Planting Shallot Sets in the Spring
If you intend to plant to sow your shallots in the spring, you should still work the soil thoroughly in the fall and then cover it with leaves. In the spring, plant your shallot sets four to six weeks before the last frost date in your area.
You will need to plant them early enough that they will have 30 days with temperatures that remain between 32°F and 50°F (0°C and 10°C) to encourage sprouting. Just use the same spacing and planting method that’s described under fall planting.

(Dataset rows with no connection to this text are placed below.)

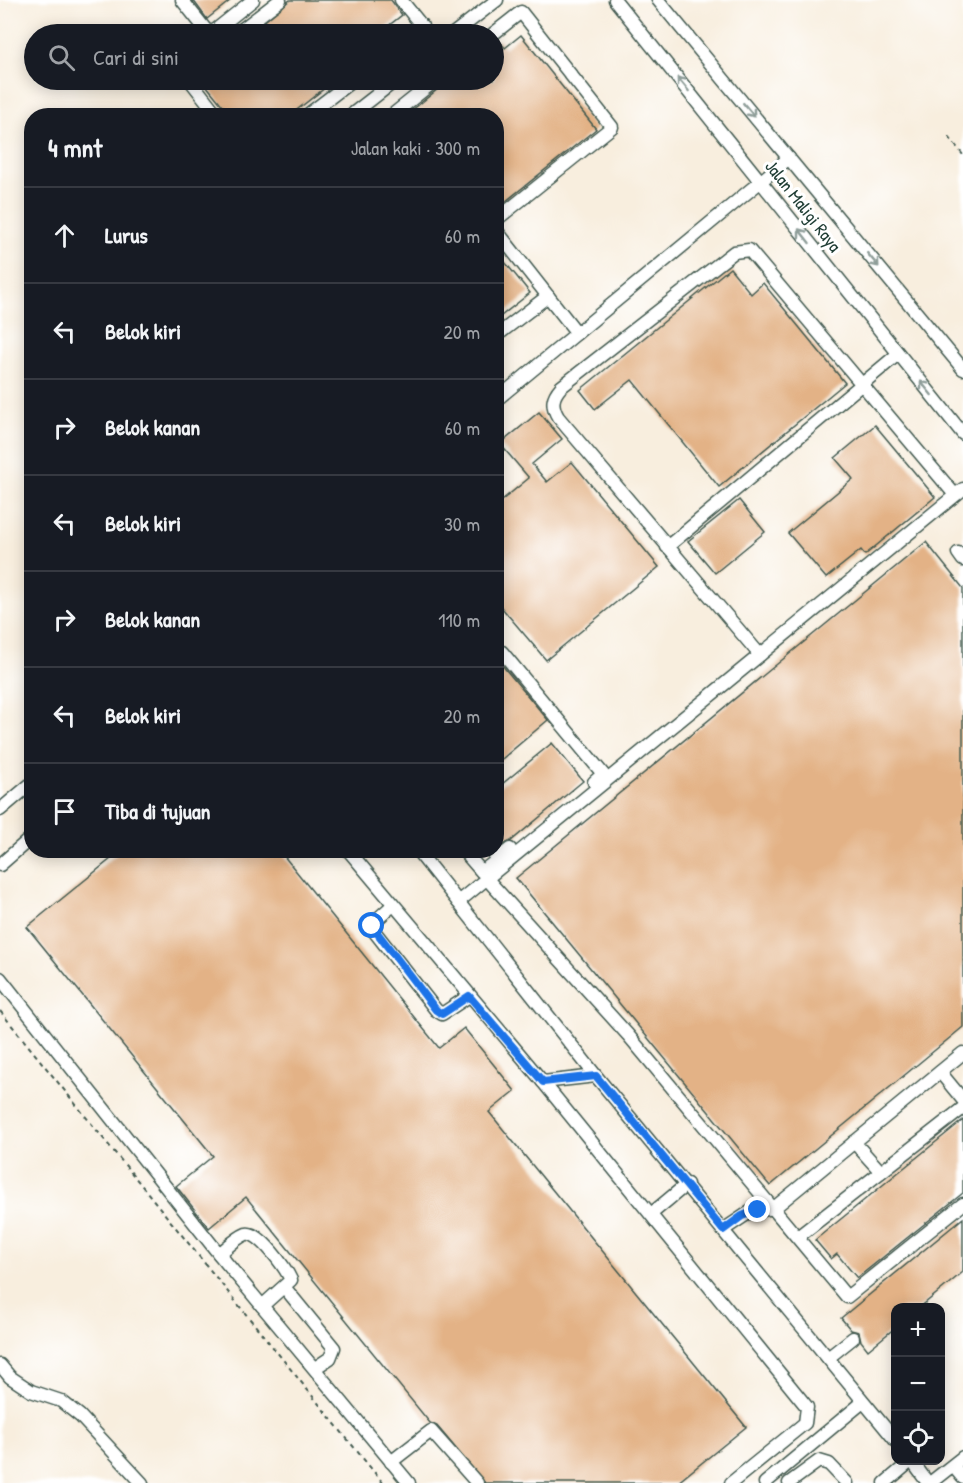 <!DOCTYPE html>
<html lang="id">
<head>
<meta charset="utf-8">
<style>
  :root { --surface:#171b24; --page:#20242c; --text:#f1f3f6; --muted:#9ea1a6; --line:#363941 }
  body { margin:0; font-family:"Patrick Hand",sans-serif; background:var(--page); color:var(--text) }
  .controls { position:absolute; right:18px; bottom:18px; display:grid; overflow:hidden; border-radius:12px; box-shadow:0 3px 15px #0003 }
  .controls button { width:54px; height:54px; display:grid; place-items:center; padding:0; border:0; border-bottom:2px solid var(--line); background:var(--surface); color:var(--text); font:30px sans-serif }
  .stop { position:absolute; width:18px; height:18px; margin:-14px; border:4px solid #1a73e8; border-radius:50%; background:#fff }
  .stop.end { background:#1a73e8; border-color:#fff; box-shadow:0 2px 6px #0008 }
  .list { margin:0; padding:0; list-style:none }
  h2 { display:flex; justify-content:space-between; align-items:center; height:78px; margin:0; padding:0 24px; font-size:26px }
  h2 small { font-size:20px; font-weight:400; color:var(--muted) }
  .list li { display:grid; grid-template-columns:39px 1fr auto; gap:18px; align-items:center; box-sizing:border-box; height:96px; padding:0 24px; border-top:2px solid var(--line) }
  .list b { display:block; font-size:22px; white-space:nowrap }
  .list em { font-size:20px; font-style:normal; color:var(--muted) }
  .icon { flex:none; width:33px; height:33px; fill:none; stroke:currentColor; stroke-width:2; stroke-linecap:round; stroke-linejoin:round }
  .map { position:relative; flex:none; width:963px; height:1483px; overflow:hidden }
  .search { position:absolute; background:var(--surface); box-shadow:0 3px 15px #0003; left:24px; top:24px; width:480px; height:66px; display:flex; align-items:center; gap:15px; box-sizing:border-box; padding:0 21px; border-radius:33px; color:var(--muted); font-size:22px }
  .panel { position:absolute; background:var(--surface); box-shadow:0 3px 15px #0003; left:24px; top:108px; width:480px; height:750px; border-radius:24px }
  .map>svg:first-child { display:block }
</style>
</head>
<body>
<div class="map">
<svg width="963" height="1483" viewBox="0 0 963 1483">
  <rect width="100%" height="100%" fill="#fff"/>
  <filter id="ink" filterUnits="userSpaceOnUse"><feTurbulence type="fractalNoise" baseFrequency=".0167" numOctaves="2"/><feDisplacementMap in="SourceGraphic" scale="12" xChannelSelector="R" yChannelSelector="G"/><feConvolveMatrix kernelMatrix="1 2 1 2 8 2 1 2 1" color-interpolation-filters="sRGB"/></filter>
  <filter id="wash" filterUnits="userSpaceOnUse"><feTurbulence type="fractalNoise" baseFrequency=".008" numOctaves="4" result="noise"/><feDisplacementMap in="SourceGraphic" scale="24" xChannelSelector="R" yChannelSelector="G"/><feGaussianBlur stdDeviation="1.35" result="paint"/><feColorMatrix in="noise" values="0 0 0 0 0 0 0 0 0 0 0 0 0 0 0 0 0 1.4 0 .05"/><feComposite in="paint" operator="in"/></filter>
  <g filter="url(#wash)">
    <rect width="100%" height="100%" fill="#f8eede"/>
    <g id="blocks">
      <g fill="#e3b286">
        <polygon points="193,0 231,0 207,19"/>
        <polygon points="290,0 391,0 402,15 378,34 249,34"/>
        <polygon points="521,35 596,129 496,209 496,116 405,116 449,80 494,80 494,44 499,40 505,48"/>
        <polygon points="202,80 335,80 289,116 231,116"/>
        <polygon points="496,251 530,293 496,320"/>
        <polygon points="730,268 751,294 763,283 845,383 719,487 632,380 595,409 580,390"/>
        <polygon points="539,412 562,439 532,464 547,482 572,462 659,567 546,660 496,601 496,505 529,478 500,444"/>
        <polygon points="875,425 935,497 865,555 861,550 826,578 788,533 853,479 835,458"/>
        <polygon points="739,500 765,532 715,573 688,541"/>
        <polygon points="926,542 963,588 963,1027 770,1186 516,878"/>
        <polygon points="501,664 548,720 496,764 496,667"/>
        <polygon points="552,743 583,781 511,841 496,849 496,789"/>
        <polygon points="122,850 279,850 439,1048 464,1028 515,1091 489,1112 746,1427 677,1483 485,1483 437,1426 430,1423 246,1197 209,1228 176,1186 213,1156 27,927"/>
        <polygon points="963,1120 963,1193 857,1278 837,1254 831,1259 815,1240"/>
        <polygon points="963,1218 963,1272 919,1308 896,1308 896,1327 868,1350 861,1341 859,1332 851,1330 841,1318"/>
      </g>
    </g>
  </g>
  <g filter="url(#ink)">
    <use href="#blocks" fill-opacity="0" stroke="#40584e" stroke-width="1.5"/>
    <g fill="none" stroke-linecap="round" stroke-linejoin="round">
      <defs>
        <g id="minor">
          <polyline points="182,0 206,30 213,32 253,0"/>
          <polyline points="401,0 422,26 411,34"/>
          <polyline points="615,0 963,434"/>
          <polyline points="658,0 963,369"/>
          <polyline points="236,34 280,0"/>
          <polyline points="453,34 497,0"/>
          <polyline points="493,34 521,12 612,127 496,220"/>
          <polyline points="190,80 218,116"/>
          <polyline points="306,116 353,80"/>
          <polyline points="350,116 396,80"/>
          <polyline points="391,116 436,80"/>
          <polyline points="496,230 577,333"/>
          <polyline points="496,336 548,296"/>
          <polyline points="496,400 789,158"/>
          <polyline points="667,547 898,354"/>
          <polyline points="958,553 963,560"/>
          <path d="M760,655L558,417C551,405 552,397 561,387L734,252L749,250L955,495"/>
          <polyline points="496,656 502,652 603,774 594,782"/>
          <polyline points="0,810 32,783"/>
          <polyline points="348,850 543,1082 807,1407 805,1423 731,1483"/>
          <polyline points="417,850 596,1076 896,1441"/>
          <polyline points="463,850 482,872 510,849"/>
          <polyline points="0,865 32,837"/>
          <polyline points="487,879 628,1035 847,1297 963,1204"/>
          <polyline points="458,902 963,489"/>
          <polyline points="393,905 374,922 374,931 436,1010 442,1014 469,996"/>
          <polyline points="0,978 219,1254 409,1483"/>
          <polyline points="940,1072 963,1100"/>
          <polyline points="543,1082 596,1076"/>
          <polyline points="854,1142 881,1172"/>
          <polyline points="651,1214 687,1184"/>
          <polyline points="723,1230 750,1212 774,1208 963,1053"/>
          <polyline points="799,1236 963,1108"/>
          <path d="M219,1254C227,1248 236,1238 246,1234C259,1230 286,1269 291,1280L262,1306"/>
          <polyline points="285,1288 334,1348 330,1358 315,1368"/>
          <polyline points="828,1358 853,1338"/>
          <polyline points="0,1365 10,1377 31,1391 61,1401 80,1416 142,1483"/>
          <polyline points="911,1460 928,1483"/>
          <polyline points="391,1462 431,1431 477,1483"/>
          <polyline points="953,1466 963,1478"/>
          <polyline points="765,1483 863,1402"/>
          <polyline points="789,1483 819,1461 829,1464 847,1483"/>
          <polyline points="885,1483 911,1461"/>
          <polyline points="930,1483 963,1457"/>
        </g>
      </defs>
      <use href="#minor" stroke="#40584e" stroke-width="15"/>
      <g stroke="#40584e" stroke-width="2" stroke-dasharray="4.5 4.5" stroke-linecap="butt">
        <polyline points="949,137 963,155"/>
        <polyline points="0,1011 383,1483"/>
      </g>
      <use href="#minor" stroke="#fff" stroke-width="12"/>
    </g>
    <defs><path id="oneway-shaft" d="M-6 0H5M1.5-3L5.5 0L1.5 3" fill="none" stroke-width="1.6" stroke-linecap="round" stroke-linejoin="round" transform="scale(1.5)"/></defs>
    <g stroke="#8f9e9a">
      <use href="#oneway-shaft" transform="translate(683 84) rotate(-129)"/>
      <use href="#oneway-shaft" transform="translate(749 110) rotate(50)"/>
      <use href="#oneway-shaft" transform="translate(804 236) rotate(-128)"/>
      <use href="#oneway-shaft" transform="translate(873 260) rotate(50)"/>
      <use href="#oneway-shaft" transform="translate(926 388) rotate(-129)"/>
    </g>
  </g>
  <g fill="none" stroke-linecap="round" stroke-linejoin="round" filter="url(#ink)">
    <polyline stroke="#1a73e8" stroke-width="8" points="372,926 436,1010 442,1014 469,996 543,1082 596,1076 723,1230 742,1216 758,1210"/>
  </g>
  <g text-anchor="middle" stroke-width="6" stroke-linejoin="round" paint-order="stroke">
    <g font-size="18" fill="#1f3d34" stroke="#fff">
      <text transform="translate(803 206) rotate(52)" y="6">Jalan Maligi Raya</text>
    </g>
  </g>
</svg>
<div class="controls">
<button>+</button>
<button>−</button>
<button><svg class="icon" aria-label="locate" viewBox="0 0 24 24"><circle cx="12" cy="12" r="6"/><path d="M12 2v4M12 18v4M2 12h4M18 12h4"/></svg></button>
</div>
<div class="stop" style="left:372px;top:926px"></div>
<div class="stop end" style="left:758px;top:1210px"></div>
<div class="search"><svg class="icon" aria-label="search" viewBox="0 0 24 24"><circle cx="10" cy="10" r="6"/><path d="M15 15l6 6"/></svg>Cari di sini</div>
<section class="panel">
<h2>4 mnt<small>Jalan kaki · 300 m</small></h2>
<ul class="list">
<li><svg class="icon" aria-label="ahead" viewBox="0 0 24 24"><path d="M12 20V5M6 11l6-6 6 6"/></svg><div><b>Lurus</b></div><em>60 m</em></li>
<li><svg class="icon" aria-label="left" viewBox="0 0 24 24"><path d="M17 20v-9H6M10 6l-5 5 5 5"/></svg><div><b>Belok kiri</b></div><em>20 m</em></li>
<li><svg class="icon" aria-label="right" viewBox="0 0 24 24"><path d="M7 20v-9h11M14 6l5 5-5 5"/></svg><div><b>Belok kanan</b></div><em>60 m</em></li>
<li><svg class="icon" aria-label="left" viewBox="0 0 24 24"><path d="M17 20v-9H6M10 6l-5 5 5 5"/></svg><div><b>Belok kiri</b></div><em>30 m</em></li>
<li><svg class="icon" aria-label="right" viewBox="0 0 24 24"><path d="M7 20v-9h11M14 6l5 5-5 5"/></svg><div><b>Belok kanan</b></div><em>110 m</em></li>
<li><svg class="icon" aria-label="left" viewBox="0 0 24 24"><path d="M17 20v-9H6M10 6l-5 5 5 5"/></svg><div><b>Belok kiri</b></div><em>20 m</em></li>
<li><svg class="icon" aria-label="arrive" viewBox="0 0 24 24"><path d="M6 21V4h12l-3 4 3 4H6"/></svg><div><b>Tiba di tujuan</b></div></li>
</ul>
</section>
</div>
</body>
</html>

Shallot Varieties to Use as Sets
Some varieties of shallots can be stored for longer periods than others. Some of the varieties that can be stored for longer periods include:
- Bonilla – has a very pungent flavor; harvest in 100 to 105 days; produces four to five 2-inch bulbs by mid-summer; can be stored for planting for the next spring or early summer.
- Olympus – harvest in 90 days; stores well.
- Ambition – harvest in 100 days; best for northern climates; can be stored for planting for the next spring.
- Holland Red – stores well.
- Xtra Select Premium Gold – stores well.
- Mirage – harvest in 92 days; can be stored for planting for the next spring.
- Dutch Red – stores well.
- Picador – harvest in 105 days; similar to Ambition; stores well.
- Pikant – harvest in 80 days; stores well.
- Saffron – harvest in 100 days; stores well.
- Consevor – harvest in 110 days; similar to Ambition, but produces only a single bulb; stores well.
Creating Your Own Shallot Sets
When the leaves of your shallots fall over and begin to turn brown, your shallots are ready to harvest. Don’t simply pull your shallots up out of the ground as you would green onions. In order to store them as long as possible, you need to protect the outer, brown paper-like layer that surrounds them from damage.
Instead of pulling up your shallots, you should carefully dig them up with a shovel, pitchfork, or garden fork. Gently shake the excess dirt from your shallots, but do not rinse or wash them.
You need to dry, or cure, your shallots for one to four weeks in a warm, dry area until that papery skin feels completely dry and crackly. Rinsing and washing your shallots lengthens the drying period and could give mold a chance to grow.
When your shallots are dry, set aside some of the bulbs to use as sets for next planting season. Store the shallots that you want to keep as sets or for eventual culinary use over the long term in mesh bags, nylon hose, or paper lunch bags punched with holes. While the finer mesh of nylon hose may provide more protection from mold spores, using paper bags allows you to label the shallots that you want to use for cooking and the ones that you want to save as sets.